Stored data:
────────────────────

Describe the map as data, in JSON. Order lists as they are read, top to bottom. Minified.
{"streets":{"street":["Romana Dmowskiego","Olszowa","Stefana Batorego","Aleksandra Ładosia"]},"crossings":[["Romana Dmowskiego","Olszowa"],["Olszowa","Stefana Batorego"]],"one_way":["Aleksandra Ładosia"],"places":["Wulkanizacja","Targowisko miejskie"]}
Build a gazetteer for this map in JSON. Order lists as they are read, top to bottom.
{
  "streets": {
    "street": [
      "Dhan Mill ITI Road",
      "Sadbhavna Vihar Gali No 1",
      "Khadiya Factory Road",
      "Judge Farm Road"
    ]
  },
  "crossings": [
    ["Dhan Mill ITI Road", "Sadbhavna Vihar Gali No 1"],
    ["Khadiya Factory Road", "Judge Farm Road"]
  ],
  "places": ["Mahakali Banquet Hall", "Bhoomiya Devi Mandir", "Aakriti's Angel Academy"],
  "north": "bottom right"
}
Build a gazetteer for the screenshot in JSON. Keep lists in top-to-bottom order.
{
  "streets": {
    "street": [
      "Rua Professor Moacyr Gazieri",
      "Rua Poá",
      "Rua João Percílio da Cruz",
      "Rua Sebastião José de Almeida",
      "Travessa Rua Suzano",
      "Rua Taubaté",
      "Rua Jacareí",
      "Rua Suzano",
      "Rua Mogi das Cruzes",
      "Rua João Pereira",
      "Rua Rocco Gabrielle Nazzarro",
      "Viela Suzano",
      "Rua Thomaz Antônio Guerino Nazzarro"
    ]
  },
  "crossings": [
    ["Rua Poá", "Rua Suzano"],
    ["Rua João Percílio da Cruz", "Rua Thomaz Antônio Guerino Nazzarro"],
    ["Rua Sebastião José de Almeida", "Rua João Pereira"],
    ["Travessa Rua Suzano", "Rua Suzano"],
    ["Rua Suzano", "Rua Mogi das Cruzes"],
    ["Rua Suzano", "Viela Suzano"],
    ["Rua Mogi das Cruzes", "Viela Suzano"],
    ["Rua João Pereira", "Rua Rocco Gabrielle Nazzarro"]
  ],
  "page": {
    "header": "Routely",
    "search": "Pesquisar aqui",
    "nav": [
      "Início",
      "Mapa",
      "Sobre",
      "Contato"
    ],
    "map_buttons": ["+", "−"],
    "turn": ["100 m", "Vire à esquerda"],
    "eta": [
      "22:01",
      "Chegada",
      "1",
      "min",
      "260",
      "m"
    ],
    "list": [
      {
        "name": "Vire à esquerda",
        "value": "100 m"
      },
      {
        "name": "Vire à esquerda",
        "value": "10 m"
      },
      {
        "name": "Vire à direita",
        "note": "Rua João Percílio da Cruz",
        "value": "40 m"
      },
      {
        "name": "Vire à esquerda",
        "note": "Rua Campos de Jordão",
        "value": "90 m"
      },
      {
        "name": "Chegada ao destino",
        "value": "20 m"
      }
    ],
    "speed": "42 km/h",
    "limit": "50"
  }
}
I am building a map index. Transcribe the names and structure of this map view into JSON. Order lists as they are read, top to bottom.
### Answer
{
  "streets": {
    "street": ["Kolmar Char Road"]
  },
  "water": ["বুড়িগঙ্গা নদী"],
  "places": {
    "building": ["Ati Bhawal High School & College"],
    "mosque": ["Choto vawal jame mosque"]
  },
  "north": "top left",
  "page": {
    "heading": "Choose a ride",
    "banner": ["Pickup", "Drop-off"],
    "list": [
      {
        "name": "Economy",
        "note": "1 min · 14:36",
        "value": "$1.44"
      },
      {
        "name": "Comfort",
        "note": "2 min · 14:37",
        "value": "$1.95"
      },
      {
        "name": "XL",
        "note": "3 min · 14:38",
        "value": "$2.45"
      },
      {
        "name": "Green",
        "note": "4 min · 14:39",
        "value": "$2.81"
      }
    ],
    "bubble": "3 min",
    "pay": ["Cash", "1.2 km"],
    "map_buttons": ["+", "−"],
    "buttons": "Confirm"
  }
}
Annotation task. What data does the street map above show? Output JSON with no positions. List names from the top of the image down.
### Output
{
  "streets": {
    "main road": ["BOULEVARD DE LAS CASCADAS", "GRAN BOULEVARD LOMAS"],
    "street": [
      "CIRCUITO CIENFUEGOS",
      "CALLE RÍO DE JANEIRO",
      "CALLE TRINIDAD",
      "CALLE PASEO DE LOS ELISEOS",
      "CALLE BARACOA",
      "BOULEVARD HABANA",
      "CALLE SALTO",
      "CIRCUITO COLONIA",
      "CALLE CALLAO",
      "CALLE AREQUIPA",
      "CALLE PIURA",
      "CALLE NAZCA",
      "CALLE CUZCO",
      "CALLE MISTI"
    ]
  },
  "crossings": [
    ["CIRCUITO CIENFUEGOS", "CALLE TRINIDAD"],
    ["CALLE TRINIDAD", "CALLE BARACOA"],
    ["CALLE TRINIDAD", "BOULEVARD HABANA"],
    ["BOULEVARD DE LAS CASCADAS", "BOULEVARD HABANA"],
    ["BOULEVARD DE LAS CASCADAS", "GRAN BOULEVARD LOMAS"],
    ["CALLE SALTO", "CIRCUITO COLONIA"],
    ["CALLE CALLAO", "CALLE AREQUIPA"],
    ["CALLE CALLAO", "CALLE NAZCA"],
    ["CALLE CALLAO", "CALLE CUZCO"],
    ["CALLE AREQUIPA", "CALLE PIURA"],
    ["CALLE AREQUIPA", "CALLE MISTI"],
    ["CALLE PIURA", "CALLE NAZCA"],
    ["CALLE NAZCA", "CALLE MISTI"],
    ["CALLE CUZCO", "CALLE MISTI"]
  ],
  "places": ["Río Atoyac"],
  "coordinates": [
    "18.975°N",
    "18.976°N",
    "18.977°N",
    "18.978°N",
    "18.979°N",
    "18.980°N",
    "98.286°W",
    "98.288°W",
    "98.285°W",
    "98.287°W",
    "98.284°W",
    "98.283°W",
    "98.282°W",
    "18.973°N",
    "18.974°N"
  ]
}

────────────────────

Give the entries again in full, exactly as they were written above.

Describe the map as data, in JSON. Order lists as they are read, top to bottom. Minified.
{"streets":{"street":["Romana Dmowskiego","Olszowa","Stefana Batorego","Aleksandra Ładosia"]},"crossings":[["Romana Dmowskiego","Olszowa"],["Olszowa","Stefana Batorego"]],"one_way":["Aleksandra Ładosia"],"places":["Wulkanizacja","Targowisko miejskie"]}
Build a gazetteer for this map in JSON. Order lists as they are read, top to bottom.
{
  "streets": {
    "street": [
      "Dhan Mill ITI Road",
      "Sadbhavna Vihar Gali No 1",
      "Khadiya Factory Road",
      "Judge Farm Road"
    ]
  },
  "crossings": [
    ["Dhan Mill ITI Road", "Sadbhavna Vihar Gali No 1"],
    ["Khadiya Factory Road", "Judge Farm Road"]
  ],
  "places": ["Mahakali Banquet Hall", "Bhoomiya Devi Mandir", "Aakriti's Angel Academy"],
  "north": "bottom right"
}
Build a gazetteer for the screenshot in JSON. Keep lists in top-to-bottom order.
{
  "streets": {
    "street": [
      "Rua Professor Moacyr Gazieri",
      "Rua Poá",
      "Rua João Percílio da Cruz",
      "Rua Sebastião José de Almeida",
      "Travessa Rua Suzano",
      "Rua Taubaté",
      "Rua Jacareí",
      "Rua Suzano",
      "Rua Mogi das Cruzes",
      "Rua João Pereira",
      "Rua Rocco Gabrielle Nazzarro",
      "Viela Suzano",
      "Rua Thomaz Antônio Guerino Nazzarro"
    ]
  },
  "crossings": [
    ["Rua Poá", "Rua Suzano"],
    ["Rua João Percílio da Cruz", "Rua Thomaz Antônio Guerino Nazzarro"],
    ["Rua Sebastião José de Almeida", "Rua João Pereira"],
    ["Travessa Rua Suzano", "Rua Suzano"],
    ["Rua Suzano", "Rua Mogi das Cruzes"],
    ["Rua Suzano", "Viela Suzano"],
    ["Rua Mogi das Cruzes", "Viela Suzano"],
    ["Rua João Pereira", "Rua Rocco Gabrielle Nazzarro"]
  ],
  "page": {
    "header": "Routely",
    "search": "Pesquisar aqui",
    "nav": [
      "Início",
      "Mapa",
      "Sobre",
      "Contato"
    ],
    "map_buttons": ["+", "−"],
    "turn": ["100 m", "Vire à esquerda"],
    "eta": [
      "22:01",
      "Chegada",
      "1",
      "min",
      "260",
      "m"
    ],
    "list": [
      {
        "name": "Vire à esquerda",
        "value": "100 m"
      },
      {
        "name": "Vire à esquerda",
        "value": "10 m"
      },
      {
        "name": "Vire à direita",
        "note": "Rua João Percílio da Cruz",
        "value": "40 m"
      },
      {
        "name": "Vire à esquerda",
        "note": "Rua Campos de Jordão",
        "value": "90 m"
      },
      {
        "name": "Chegada ao destino",
        "value": "20 m"
      }
    ],
    "speed": "42 km/h",
    "limit": "50"
  }
}
I am building a map index. Transcribe the names and structure of this map view into JSON. Order lists as they are read, top to bottom.
### Answer
{
  "streets": {
    "street": ["Kolmar Char Road"]
  },
  "water": ["বুড়িগঙ্গা নদী"],
  "places": {
    "building": ["Ati Bhawal High School & College"],
    "mosque": ["Choto vawal jame mosque"]
  },
  "north": "top left",
  "page": {
    "heading": "Choose a ride",
    "banner": ["Pickup", "Drop-off"],
    "list": [
      {
        "name": "Economy",
        "note": "1 min · 14:36",
        "value": "$1.44"
      },
      {
        "name": "Comfort",
        "note": "2 min · 14:37",
        "value": "$1.95"
      },
      {
        "name": "XL",
        "note": "3 min · 14:38",
        "value": "$2.45"
      },
      {
        "name": "Green",
        "note": "4 min · 14:39",
        "value": "$2.81"
      }
    ],
    "bubble": "3 min",
    "pay": ["Cash", "1.2 km"],
    "map_buttons": ["+", "−"],
    "buttons": "Confirm"
  }
}
Annotation task. What data does the street map above show? Output JSON with no positions. List names from the top of the image down.
### Output
{
  "streets": {
    "main road": ["BOULEVARD DE LAS CASCADAS", "GRAN BOULEVARD LOMAS"],
    "street": [
      "CIRCUITO CIENFUEGOS",
      "CALLE RÍO DE JANEIRO",
      "CALLE TRINIDAD",
      "CALLE PASEO DE LOS ELISEOS",
      "CALLE BARACOA",
      "BOULEVARD HABANA",
      "CALLE SALTO",
      "CIRCUITO COLONIA",
      "CALLE CALLAO",
      "CALLE AREQUIPA",
      "CALLE PIURA",
      "CALLE NAZCA",
      "CALLE CUZCO",
      "CALLE MISTI"
    ]
  },
  "crossings": [
    ["CIRCUITO CIENFUEGOS", "CALLE TRINIDAD"],
    ["CALLE TRINIDAD", "CALLE BARACOA"],
    ["CALLE TRINIDAD", "BOULEVARD HABANA"],
    ["BOULEVARD DE LAS CASCADAS", "BOULEVARD HABANA"],
    ["BOULEVARD DE LAS CASCADAS", "GRAN BOULEVARD LOMAS"],
    ["CALLE SALTO", "CIRCUITO COLONIA"],
    ["CALLE CALLAO", "CALLE AREQUIPA"],
    ["CALLE CALLAO", "CALLE NAZCA"],
    ["CALLE CALLAO", "CALLE CUZCO"],
    ["CALLE AREQUIPA", "CALLE PIURA"],
    ["CALLE AREQUIPA", "CALLE MISTI"],
    ["CALLE PIURA", "CALLE NAZCA"],
    ["CALLE NAZCA", "CALLE MISTI"],
    ["CALLE CUZCO", "CALLE MISTI"]
  ],
  "places": ["Río Atoyac"],
  "coordinates": [
    "18.975°N",
    "18.976°N",
    "18.977°N",
    "18.978°N",
    "18.979°N",
    "18.980°N",
    "98.286°W",
    "98.288°W",
    "98.285°W",
    "98.287°W",
    "98.284°W",
    "98.283°W",
    "98.282°W",
    "18.973°N",
    "18.974°N"
  ]
}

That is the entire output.